Journal of Clinical Oncology ◽

10.1200/jco.2006.24.18_suppl.6561 ◽

2006 ◽

Vol 24 (18_suppl) ◽

pp. 6561-6561

Author(s):

G. Marcucci ◽

R. B. Klisovic ◽

W. Wei ◽

S. Liu ◽

P. Paschka ◽

...

Keyword(s):

Phase I ◽

Ribonucleotide Reductase ◽

Dose Escalation ◽

Myeloid Leukemia ◽

High Dose ◽

Phase Ii Trials ◽

Refractory Aml ◽

Dna Incorporation ◽

Count Recovery

6561 Background: RNR converts ribonucleotides to deoxyribonucleotides for DNA synthesis.
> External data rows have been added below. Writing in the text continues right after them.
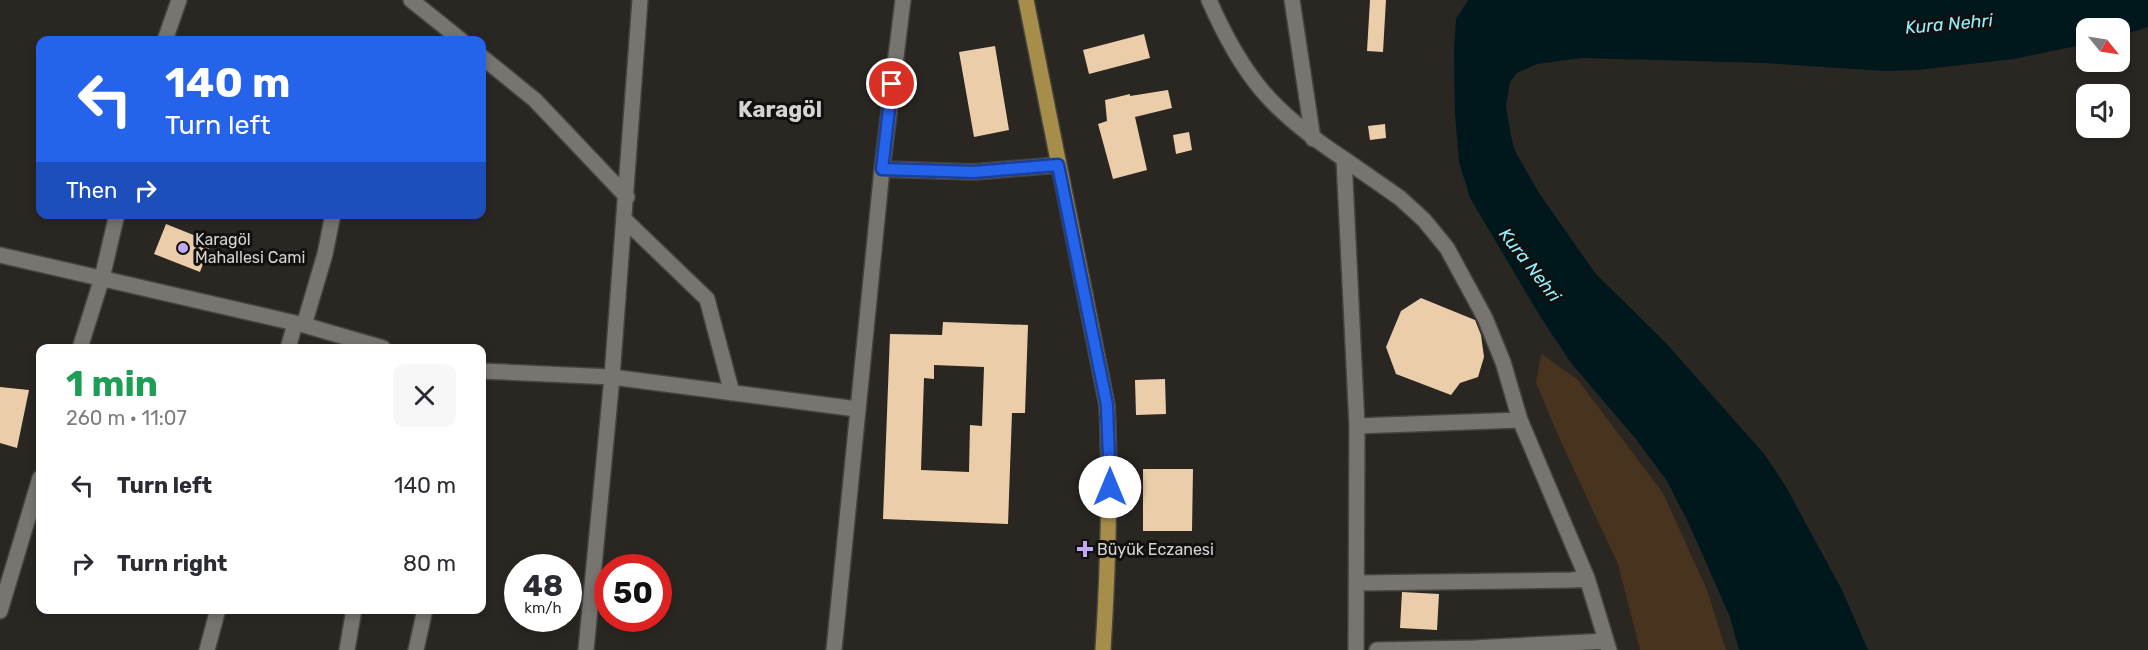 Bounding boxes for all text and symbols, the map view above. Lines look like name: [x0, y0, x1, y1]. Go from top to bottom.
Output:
water label: Kura Nehri: [1904, 9, 1994, 39]
north arrow: [2076, 18, 2130, 72]
map controls: [2076, 18, 2130, 138]
text: 140 m: [165, 58, 291, 108]
pin: [866, 58, 917, 109]
icon: left: [66, 60, 144, 138]
icon: arrive: [875, 67, 908, 100]
button: sound: [2076, 84, 2130, 138]
district label: Karagöl: [738, 96, 822, 123]
text: Turn left: [165, 109, 270, 141]
icon: right: [129, 174, 162, 207]
text: Then: [66, 177, 117, 204]
water label: Kura Nehri: [1494, 224, 1566, 307]
place label: Karagöl Mahallesi Cami: [195, 230, 305, 267]
marker: Karagöl Mahallesi Cami: [176, 241, 190, 255]
text: 1 min: [66, 362, 158, 405]
button: close: [393, 364, 456, 427]
text: 260 m · 11:07: [66, 406, 187, 430]
position arrow: [1078, 455, 1142, 519]
icon: left: [66, 469, 99, 502]
text: Turn left: [117, 472, 212, 499]
text: 140 m: [394, 472, 456, 499]
place label: Büyük Eczanesi: [1097, 540, 1214, 559]
marker: Büyük Eczanesi: [1078, 542, 1092, 556]
icon: right: [66, 547, 99, 580]
text: Turn right: [117, 550, 227, 577]
text: 80 m: [403, 550, 456, 577]
speed limit sign: 50: [594, 554, 672, 632]
text: 48: [523, 568, 563, 604]
text: km/h: [524, 599, 562, 617] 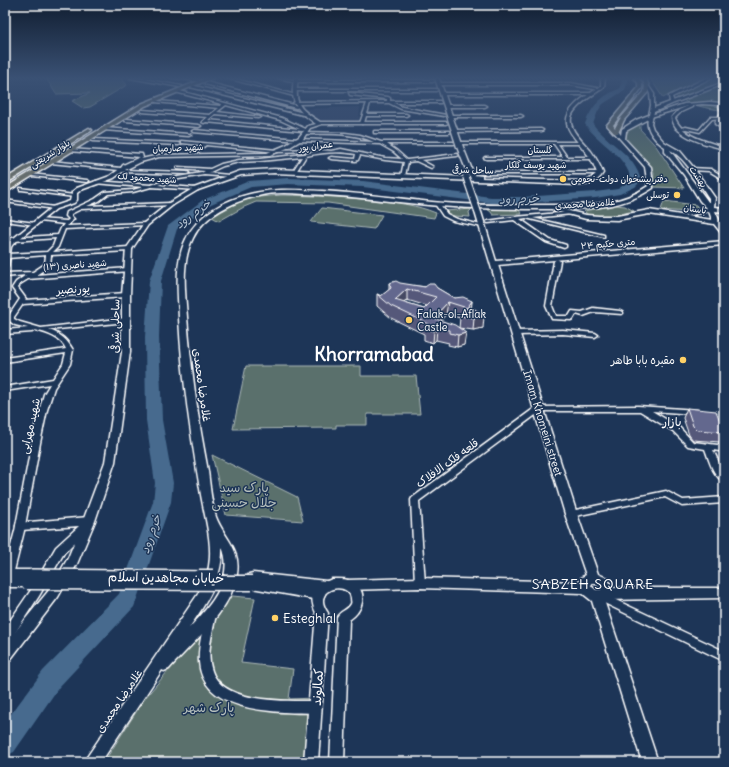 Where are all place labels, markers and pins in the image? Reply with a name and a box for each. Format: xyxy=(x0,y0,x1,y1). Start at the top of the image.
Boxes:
place label: دفتر پیشخوان دولت-نجومی xyxy=(571,173,668,185)
marker: دفتر پیشخوان دولت-نجومی xyxy=(558,174,568,184)
place label: توسلی xyxy=(646,189,669,201)
marker: توسلی xyxy=(672,190,682,200)
place label: Falak-ol-Aflak Castle xyxy=(417,307,487,334)
marker: Falak-ol-Aflak Castle xyxy=(404,315,414,325)
place label: مقبره بابا طاهر xyxy=(610,353,675,368)
marker: مقبره بابا طاهر xyxy=(678,355,688,365)
place label: Esteghlal xyxy=(283,610,336,627)
marker: Esteghlal xyxy=(270,613,280,623)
AraC is converted into AraC triphosphate (AraCTP) and competes with deoxycytidine for DNA incorporation. We hypothesized that RNR downregulation by G leads to lower deoxycytidine levels, preferential AraCTP incorporation into DNA and increased cytotoxicity. A CTEP-sponsored Phase I dose escalation study of G +HiDAC in relapsed/refractory AML tested this hypothesis. Methods: Cohort I (18–59 yrs) received G (dose level (DL) 1: 3.5 mg/m2/d) by continuous IV infusion (CIVI) on d 1–6 + AraC IV q12 hrs on d 2, 4, 6 (DL1: 2500 mg/m2/dose). Cohort II (≥60 yrs) received G CIVI on d 1–6 +AraC IV on d 2 −6 (DL1: 1500 mg/m2/d). An ELISA-based assay measured plasma and intracellular concentration (IC) of G. Results: To date, cohort I included 9 pts with relapsed and 9 with refractory AML; 9 had intermediate and 9 adverse risk cytogenetics (CyG); 8 received prior HiDAC. Cohort II included 10 pts with relapsed and 6 with refractory AML; 8 pts had intermediate and 8 high risk CyG; 5 pts received prior HiDAC. Toxicities were comparable to HiDAC alone. The younger pts had higher AUC and longer t1/2. Of 16 pts evaluable in cohort I (median time to 1st relapse 6 mos), 6 had complete remission (CR) and 1 incomplete CR (no disease and incomplete blood count recovery). In cohort II, no responses were observed. At 120 hrs of antisense infusion, median G IC in marrow cells was higher (i.e., 175 vs75 nM) in younger than in older pts. A median 50% decrease in RNR protein was noted in 5/9 and 5/10 pts in cohort I and II, respectively. In cohort I, a median 50% decrease and 200% increase in RNR was noted in CR (n=4) and non-responder (NR; n=9) pts, respectively. In cohort II R2 downregulation did not predict response. In cohort I 62% of the ICs was in nucleus and 21.2% in cytoplasm in CR pts (n=3) vs. 20.3% and 53.5% in NR pts(n=5). Conclusions: G/HiDAC is feasible. Robust plasma and IC levels of G and target downregulation are achievable in vivo. Responses (41%) were observed only in the younger cohort, where CR pts had higher G nuclear IC and target downregulation than NR pts. Dose escalation continues in the younger cohort to establish a dose for Phase II trials. No significant financial relationships to disclose.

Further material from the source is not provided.